Exercise:
From the first line to the last, set down the material exactly and drop every picture.

Data provided:
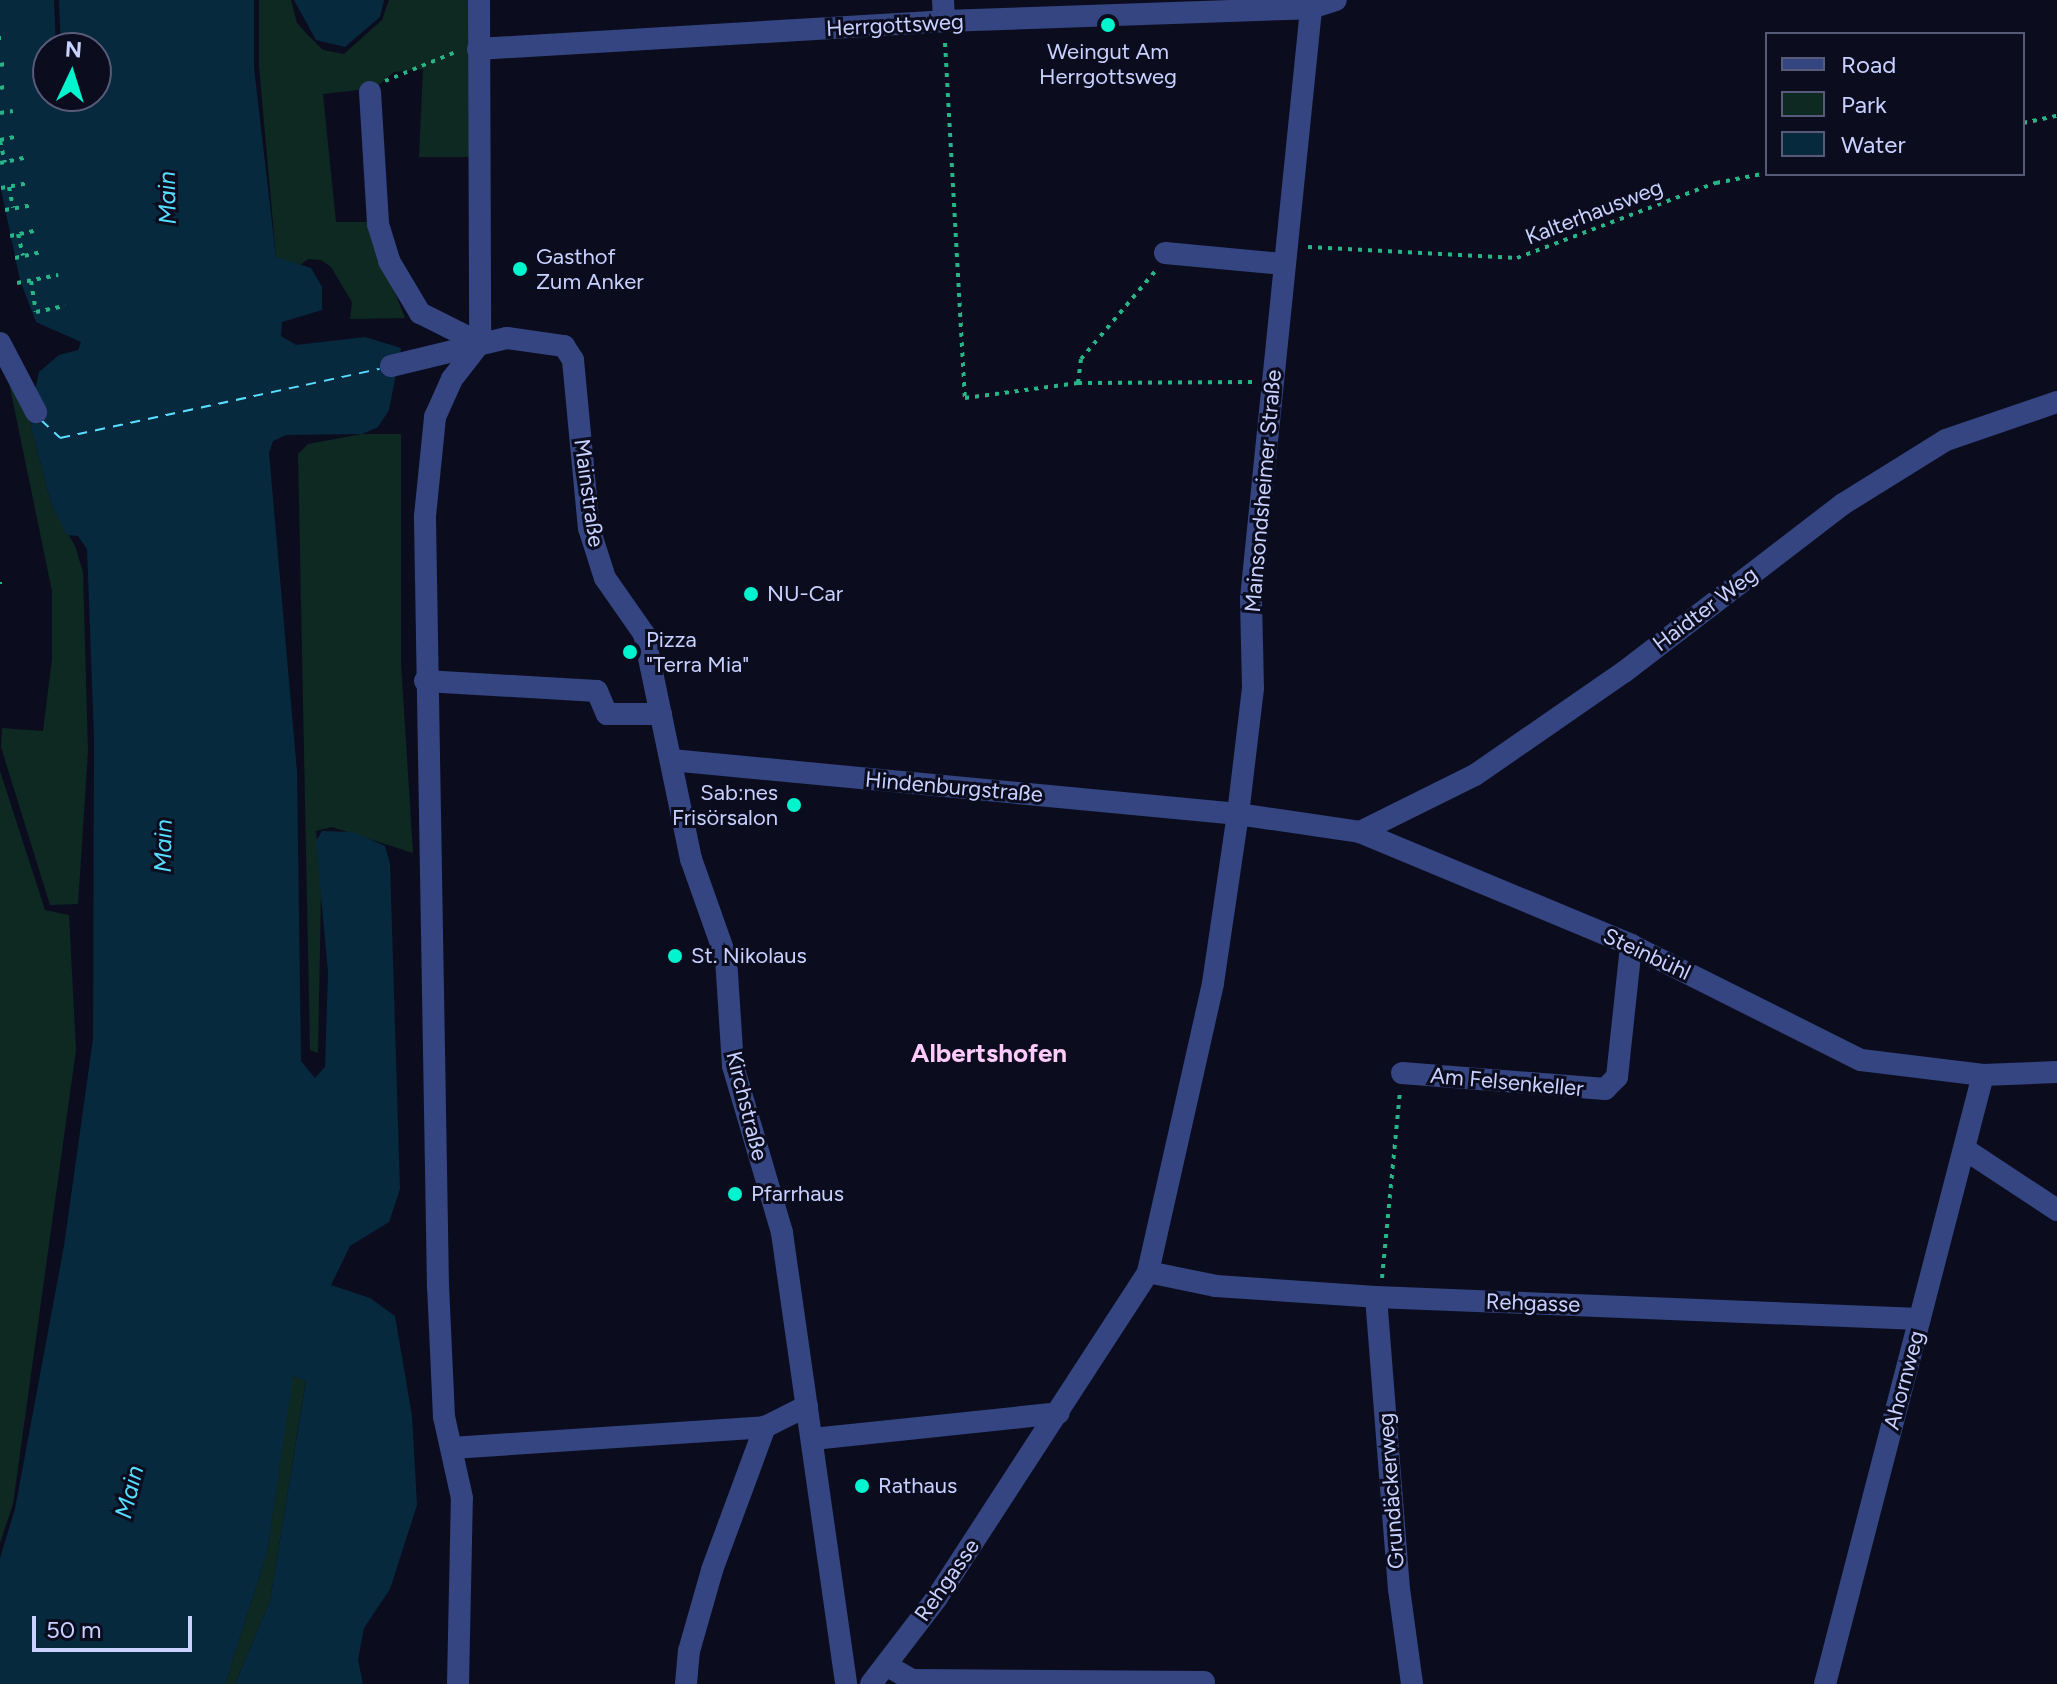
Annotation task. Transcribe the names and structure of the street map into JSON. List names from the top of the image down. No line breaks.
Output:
{"streets":{"street":["Herrgottsweg","Mainsondsheimer Straße","Mainstraße","Haidter Weg","Hindenburgstraße","Steinbühl","Am Felsenkeller","Kirchstraße","Rehgasse","Ahornweg","Grundäckerweg"],"path":["Kalterhausweg"]},"crossings":[["Herrgottsweg","Mainsondsheimer Straße"],["Kalterhausweg","Mainsondsheimer Straße"],["Mainsondsheimer Straße","Hindenburgstraße"],["Mainsondsheimer Straße","Steinbühl"],["Mainsondsheimer Straße","Rehgasse"],["Mainstraße","Hindenburgstraße"],["Mainstraße","Kirchstraße"],["Haidter Weg","Steinbühl"],["Hindenburgstraße","Steinbühl"],["Hindenburgstraße","Kirchstraße"],["Hindenburgstraße","Rehgasse"],["Steinbühl","Am Felsenkeller"],["Steinbühl","Rehgasse"],["Steinbühl","Ahornweg"],["Rehgasse","Ahornweg"],["Rehgasse","Grundäckerweg"]],"districts":["Albertshofen"],"water":["Main"],"places":["Weingut Am Herrgottsweg","Gasthof Zum Anker","NU-Car","Pizza \"Terra Mia\"","Sab:nes Frisörsalon","St. Nikolaus","Pfarrhaus","Rathaus"],"legend":["Road","Park","Water"],"scale_bar":"50 m","north":"top"}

Written reply:
Annotation task. Transcribe the names and structure of the street map into JSON. List names from the top of the image down. No line breaks.
Output:
{"streets":{"street":["Herrgottsweg","Mainsondsheimer Straße","Mainstraße","Haidter Weg","Hindenburgstraße","Steinbühl","Am Felsenkeller","Kirchstraße","Rehgasse","Ahornweg","Grundäckerweg"],"path":["Kalterhausweg"]},"crossings":[["Herrgottsweg","Mainsondsheimer Straße"],["Kalterhausweg","Mainsondsheimer Straße"],["Mainsondsheimer Straße","Hindenburgstraße"],["Mainsondsheimer Straße","Steinbühl"],["Mainsondsheimer Straße","Rehgasse"],["Mainstraße","Hindenburgstraße"],["Mainstraße","Kirchstraße"],["Haidter Weg","Steinbühl"],["Hindenburgstraße","Steinbühl"],["Hindenburgstraße","Kirchstraße"],["Hindenburgstraße","Rehgasse"],["Steinbühl","Am Felsenkeller"],["Steinbühl","Rehgasse"],["Steinbühl","Ahornweg"],["Rehgasse","Ahornweg"],["Rehgasse","Grundäckerweg"]],"districts":["Albertshofen"],"water":["Main"],"places":["Weingut Am Herrgottsweg","Gasthof Zum Anker","NU-Car","Pizza \"Terra Mia\"","Sab:nes Frisörsalon","St. Nikolaus","Pfarrhaus","Rathaus"],"legend":["Road","Park","Water"],"scale_bar":"50 m","north":"top"}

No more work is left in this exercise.